Maelgwn (Maglocune), King of Gwynedd, receives the most sweeping condemnation and is described almost as a high king over the other kings (the power-giving dragon of the Apocalypse). The Isle of Anglesey was the base of power of the kings of Gwynedd, so describing Maelgwn as the 'dragon of the island' is appropriate. His pre-eminence over other kings is confirmed indirectly in other sources. For example, Maelgwn was a generous contributor to the cause of Christianity throughout Wales, implying a responsibility beyond the boundaries of his own kingdom. He made donations to support Saint Brynach in Dyfed, Saint Cadoc in Gwynllwg, Saint Cybi in Anglesey, Saint Padarn in Ceredigion, and Saint Tydecho in Powys. He is also associated with the foundation of Bangor.

=== Part III ===
The third part begins with the words, "Britain has priests, but they are fools; numerous ministers, but they are shameless; clerics, but they are wily plunderers." Gildas continues his jeremiad against the clergy of his age but does not explicitly mention any names in this section, and so does not cast any light on the history of the Church in this period.

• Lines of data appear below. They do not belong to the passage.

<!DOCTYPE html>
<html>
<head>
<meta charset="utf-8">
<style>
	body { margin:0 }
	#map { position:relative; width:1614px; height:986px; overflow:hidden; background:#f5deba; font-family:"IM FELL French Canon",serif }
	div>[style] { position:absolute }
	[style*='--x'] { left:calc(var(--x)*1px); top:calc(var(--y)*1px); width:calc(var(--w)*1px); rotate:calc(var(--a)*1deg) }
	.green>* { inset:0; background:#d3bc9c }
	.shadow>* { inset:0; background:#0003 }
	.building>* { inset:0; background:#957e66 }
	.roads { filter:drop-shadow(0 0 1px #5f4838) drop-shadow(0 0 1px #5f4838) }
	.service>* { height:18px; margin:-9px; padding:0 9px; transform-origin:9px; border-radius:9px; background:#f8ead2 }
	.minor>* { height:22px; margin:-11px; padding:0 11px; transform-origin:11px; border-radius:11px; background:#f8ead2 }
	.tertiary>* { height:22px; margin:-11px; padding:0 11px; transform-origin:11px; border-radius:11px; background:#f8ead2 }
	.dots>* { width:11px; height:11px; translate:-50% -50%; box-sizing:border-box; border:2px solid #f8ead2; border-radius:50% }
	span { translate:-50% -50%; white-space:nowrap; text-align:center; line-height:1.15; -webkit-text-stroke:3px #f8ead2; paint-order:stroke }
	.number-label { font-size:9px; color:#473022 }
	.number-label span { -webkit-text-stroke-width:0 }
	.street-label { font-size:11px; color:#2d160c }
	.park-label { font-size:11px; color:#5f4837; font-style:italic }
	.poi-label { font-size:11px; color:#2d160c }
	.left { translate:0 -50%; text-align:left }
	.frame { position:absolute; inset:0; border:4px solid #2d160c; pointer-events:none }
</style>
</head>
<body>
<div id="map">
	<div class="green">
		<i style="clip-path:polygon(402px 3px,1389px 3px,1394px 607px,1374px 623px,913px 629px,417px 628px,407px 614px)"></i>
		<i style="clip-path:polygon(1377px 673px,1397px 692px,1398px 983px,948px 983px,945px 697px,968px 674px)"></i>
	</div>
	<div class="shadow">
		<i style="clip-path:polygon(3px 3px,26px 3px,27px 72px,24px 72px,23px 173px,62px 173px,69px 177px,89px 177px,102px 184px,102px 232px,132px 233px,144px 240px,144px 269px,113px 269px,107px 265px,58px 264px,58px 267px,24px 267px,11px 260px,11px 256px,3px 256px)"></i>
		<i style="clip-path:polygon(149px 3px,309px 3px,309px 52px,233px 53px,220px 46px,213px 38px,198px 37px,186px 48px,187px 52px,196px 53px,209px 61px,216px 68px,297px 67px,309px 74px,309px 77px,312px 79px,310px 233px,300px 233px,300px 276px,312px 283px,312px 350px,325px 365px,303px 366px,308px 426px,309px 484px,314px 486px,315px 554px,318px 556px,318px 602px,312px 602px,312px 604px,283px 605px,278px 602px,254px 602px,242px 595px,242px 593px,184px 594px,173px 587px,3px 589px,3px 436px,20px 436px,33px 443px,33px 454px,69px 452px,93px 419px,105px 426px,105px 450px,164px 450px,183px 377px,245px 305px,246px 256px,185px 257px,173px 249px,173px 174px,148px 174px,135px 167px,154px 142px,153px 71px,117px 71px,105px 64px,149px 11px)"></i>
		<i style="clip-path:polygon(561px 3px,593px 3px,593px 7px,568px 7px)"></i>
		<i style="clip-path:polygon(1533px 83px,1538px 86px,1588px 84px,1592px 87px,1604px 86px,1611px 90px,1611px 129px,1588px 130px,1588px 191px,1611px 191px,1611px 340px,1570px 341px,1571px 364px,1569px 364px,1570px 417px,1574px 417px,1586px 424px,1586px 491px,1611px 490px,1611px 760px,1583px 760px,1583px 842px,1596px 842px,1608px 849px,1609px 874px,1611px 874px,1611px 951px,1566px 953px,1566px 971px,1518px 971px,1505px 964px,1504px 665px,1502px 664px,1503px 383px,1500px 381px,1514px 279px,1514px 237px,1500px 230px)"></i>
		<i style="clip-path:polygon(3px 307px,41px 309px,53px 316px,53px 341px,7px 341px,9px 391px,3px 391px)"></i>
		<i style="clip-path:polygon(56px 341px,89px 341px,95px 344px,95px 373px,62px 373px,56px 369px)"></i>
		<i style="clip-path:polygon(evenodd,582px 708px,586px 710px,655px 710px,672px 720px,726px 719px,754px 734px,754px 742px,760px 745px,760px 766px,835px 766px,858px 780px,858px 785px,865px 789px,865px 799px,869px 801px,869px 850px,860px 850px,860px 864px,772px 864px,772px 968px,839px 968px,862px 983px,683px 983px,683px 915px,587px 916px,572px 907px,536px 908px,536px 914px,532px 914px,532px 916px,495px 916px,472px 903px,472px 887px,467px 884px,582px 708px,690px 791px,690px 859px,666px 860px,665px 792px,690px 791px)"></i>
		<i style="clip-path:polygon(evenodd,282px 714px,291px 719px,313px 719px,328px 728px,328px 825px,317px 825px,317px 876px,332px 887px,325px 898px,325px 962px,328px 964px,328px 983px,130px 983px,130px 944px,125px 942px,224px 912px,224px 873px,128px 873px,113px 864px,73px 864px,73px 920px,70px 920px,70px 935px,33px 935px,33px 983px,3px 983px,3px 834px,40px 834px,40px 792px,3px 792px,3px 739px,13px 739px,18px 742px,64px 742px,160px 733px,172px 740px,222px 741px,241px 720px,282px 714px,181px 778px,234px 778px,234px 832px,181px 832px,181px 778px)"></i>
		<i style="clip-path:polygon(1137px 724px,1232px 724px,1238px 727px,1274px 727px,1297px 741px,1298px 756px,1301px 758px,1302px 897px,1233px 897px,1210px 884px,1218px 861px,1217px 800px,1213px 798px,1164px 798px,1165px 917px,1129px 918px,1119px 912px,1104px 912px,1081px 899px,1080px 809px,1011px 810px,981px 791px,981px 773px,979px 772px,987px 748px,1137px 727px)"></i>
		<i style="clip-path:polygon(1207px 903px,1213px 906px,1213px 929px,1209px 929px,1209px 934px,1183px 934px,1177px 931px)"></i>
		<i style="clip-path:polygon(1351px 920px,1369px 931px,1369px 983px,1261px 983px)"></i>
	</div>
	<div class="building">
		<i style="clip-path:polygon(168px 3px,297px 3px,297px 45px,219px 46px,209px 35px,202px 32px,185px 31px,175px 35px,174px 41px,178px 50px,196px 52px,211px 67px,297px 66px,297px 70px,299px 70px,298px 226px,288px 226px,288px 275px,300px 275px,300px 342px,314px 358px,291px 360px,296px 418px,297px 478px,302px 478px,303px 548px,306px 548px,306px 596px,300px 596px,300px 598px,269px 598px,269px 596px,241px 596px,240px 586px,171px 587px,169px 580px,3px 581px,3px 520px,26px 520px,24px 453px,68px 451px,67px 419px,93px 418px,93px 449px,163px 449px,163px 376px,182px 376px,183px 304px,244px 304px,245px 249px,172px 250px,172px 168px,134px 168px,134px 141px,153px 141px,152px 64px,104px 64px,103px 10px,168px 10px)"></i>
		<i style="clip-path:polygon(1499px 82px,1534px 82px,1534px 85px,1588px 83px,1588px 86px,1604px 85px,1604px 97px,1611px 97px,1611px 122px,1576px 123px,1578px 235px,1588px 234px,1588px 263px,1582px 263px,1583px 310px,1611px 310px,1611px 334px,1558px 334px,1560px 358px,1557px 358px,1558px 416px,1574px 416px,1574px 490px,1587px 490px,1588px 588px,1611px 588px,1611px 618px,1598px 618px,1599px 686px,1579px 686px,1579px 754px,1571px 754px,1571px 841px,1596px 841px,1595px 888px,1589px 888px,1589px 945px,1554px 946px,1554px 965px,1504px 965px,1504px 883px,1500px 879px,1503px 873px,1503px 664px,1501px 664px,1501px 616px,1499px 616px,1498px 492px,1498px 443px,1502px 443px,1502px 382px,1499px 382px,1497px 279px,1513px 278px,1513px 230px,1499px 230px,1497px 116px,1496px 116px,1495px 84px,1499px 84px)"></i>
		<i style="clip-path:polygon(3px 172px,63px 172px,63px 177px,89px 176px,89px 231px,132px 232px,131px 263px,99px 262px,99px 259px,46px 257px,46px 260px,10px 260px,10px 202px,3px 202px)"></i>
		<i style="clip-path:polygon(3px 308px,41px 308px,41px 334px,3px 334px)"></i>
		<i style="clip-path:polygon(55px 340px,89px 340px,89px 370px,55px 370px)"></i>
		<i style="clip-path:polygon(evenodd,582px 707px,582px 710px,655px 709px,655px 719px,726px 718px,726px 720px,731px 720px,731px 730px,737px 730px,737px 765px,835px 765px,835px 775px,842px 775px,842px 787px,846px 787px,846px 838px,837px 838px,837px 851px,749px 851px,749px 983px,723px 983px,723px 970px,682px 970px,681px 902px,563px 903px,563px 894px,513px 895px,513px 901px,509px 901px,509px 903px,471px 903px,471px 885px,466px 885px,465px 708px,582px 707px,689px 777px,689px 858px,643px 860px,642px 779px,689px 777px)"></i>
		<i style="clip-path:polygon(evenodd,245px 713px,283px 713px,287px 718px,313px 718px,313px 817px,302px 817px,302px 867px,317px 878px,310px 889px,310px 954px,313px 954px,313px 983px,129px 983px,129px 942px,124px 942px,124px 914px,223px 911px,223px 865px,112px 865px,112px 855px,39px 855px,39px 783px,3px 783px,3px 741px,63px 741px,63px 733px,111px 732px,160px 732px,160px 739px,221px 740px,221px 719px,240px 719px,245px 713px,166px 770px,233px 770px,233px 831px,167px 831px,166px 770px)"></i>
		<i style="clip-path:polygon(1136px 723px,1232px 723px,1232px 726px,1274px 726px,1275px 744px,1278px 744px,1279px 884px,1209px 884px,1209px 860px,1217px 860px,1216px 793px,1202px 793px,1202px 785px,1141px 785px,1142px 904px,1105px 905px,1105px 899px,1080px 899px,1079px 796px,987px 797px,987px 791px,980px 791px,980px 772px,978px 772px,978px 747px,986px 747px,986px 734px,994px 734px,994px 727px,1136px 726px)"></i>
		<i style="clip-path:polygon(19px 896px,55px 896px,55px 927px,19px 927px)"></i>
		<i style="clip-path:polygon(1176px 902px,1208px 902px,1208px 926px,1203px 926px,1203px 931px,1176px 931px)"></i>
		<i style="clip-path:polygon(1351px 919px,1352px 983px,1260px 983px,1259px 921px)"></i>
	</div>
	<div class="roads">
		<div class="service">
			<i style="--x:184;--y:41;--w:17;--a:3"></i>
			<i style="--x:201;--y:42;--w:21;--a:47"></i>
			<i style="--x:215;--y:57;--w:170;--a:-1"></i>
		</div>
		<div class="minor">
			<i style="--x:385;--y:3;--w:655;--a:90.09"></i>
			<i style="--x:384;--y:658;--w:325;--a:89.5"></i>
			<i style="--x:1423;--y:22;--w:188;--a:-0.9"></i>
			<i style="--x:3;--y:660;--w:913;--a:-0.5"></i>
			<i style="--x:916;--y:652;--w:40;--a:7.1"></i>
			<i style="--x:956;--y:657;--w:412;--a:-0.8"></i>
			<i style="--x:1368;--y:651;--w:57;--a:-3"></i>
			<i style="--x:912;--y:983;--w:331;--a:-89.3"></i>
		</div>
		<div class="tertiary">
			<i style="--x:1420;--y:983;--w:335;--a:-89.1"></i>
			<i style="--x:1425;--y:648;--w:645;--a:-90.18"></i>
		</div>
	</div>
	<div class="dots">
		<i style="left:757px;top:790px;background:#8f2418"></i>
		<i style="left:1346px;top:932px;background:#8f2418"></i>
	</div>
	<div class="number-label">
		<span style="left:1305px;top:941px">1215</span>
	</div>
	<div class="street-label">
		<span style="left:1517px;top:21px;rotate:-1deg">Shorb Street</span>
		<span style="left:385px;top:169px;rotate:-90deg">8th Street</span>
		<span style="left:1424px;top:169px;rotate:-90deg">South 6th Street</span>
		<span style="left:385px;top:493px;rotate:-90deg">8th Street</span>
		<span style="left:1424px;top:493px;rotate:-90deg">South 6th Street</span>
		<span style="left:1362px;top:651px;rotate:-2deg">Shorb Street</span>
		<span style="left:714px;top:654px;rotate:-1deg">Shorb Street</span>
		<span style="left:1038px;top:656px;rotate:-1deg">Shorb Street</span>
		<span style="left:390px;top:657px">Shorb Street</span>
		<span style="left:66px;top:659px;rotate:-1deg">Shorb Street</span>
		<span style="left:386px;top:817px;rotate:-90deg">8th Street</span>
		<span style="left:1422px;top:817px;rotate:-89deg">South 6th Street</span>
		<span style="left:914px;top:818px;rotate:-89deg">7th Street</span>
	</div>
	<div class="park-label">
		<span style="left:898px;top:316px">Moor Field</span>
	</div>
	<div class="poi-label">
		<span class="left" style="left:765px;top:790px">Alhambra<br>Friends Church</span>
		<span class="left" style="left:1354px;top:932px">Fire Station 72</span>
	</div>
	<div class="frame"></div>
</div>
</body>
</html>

== Legacy in the Anglo-Saxon period ==
Following the conquest of Britain described in De excidio, Gildas continued to provide an important model for Anglo-Saxon writers both in Latin and in English. Bede's Historia ecclesiastica gentis Anglorum relies heavily on Gildas for its account of the Anglo-Saxon invasions, and draws out the implications of Gildas's thesis of loss of divine favour by the Britons to suggest that this favour has, in turn, passed to the now Christianised Anglo-Saxons.

In the later Old English period, Gildas's writing provides a major model for Alcuin's treatment of the Viking invasions, in particular his letters relating to the sack of Lindisfarne in 793. The invocation of Gildas as a historical example serves to suggest the idea of moral and religious reform as a remedy for the invasions. Likewise, Wulfstan of York draws on Gildas to make a similar point in his sermons, particularly in the Sermo Lupi ad Anglos.

==Other historical implications==
Gildas's work is important for reasons beyond the historical information he provides. At the time when Gildas was writing Britain was Christian. Gildas uses Latin to address the rulers he excoriates and regards Britons, at least to some degree, as Roman citizens, despite the collapse of central imperial authority. By 597, when St Augustine arrived in Kent, England, or at least most of it, was populated by adherents of Anglo-Saxon paganism, and the new rulers did not think of themselves as Roman citizens. Dating Gildas's work more exactly would hence provide a little more certainty about the timeline of the transition from post-Roman Britain to Anglo-Saxon England; a certainty that would be the more valuable as precise dates and reliable facts are extremely scarce for this period.

==Sources==
- Giles, John Allen (1841). "The Works of Gildas and Nennius" — English translation
- Giles, John Allen (1847). "History of the Ancient Britons" — in Latin
- Gransden, Antonia (1996). "Historical Writing in England: c. 500 to c. 1307"
- Halsall, Guy (2013). "Worlds of Arthur: Facts & Fictions of the Dark Ages"
- Koch, John T. (2006). "Celtic Culture: A Historical Encyclopedia"
- Lloyd, John Edward (1911). "A History of Wales from the Earliest Times to the Edwardian Conquest"
- Miller, Molly. "Bede's use of Gildas." English Historical Review (1975): 241-261 in JSTOR.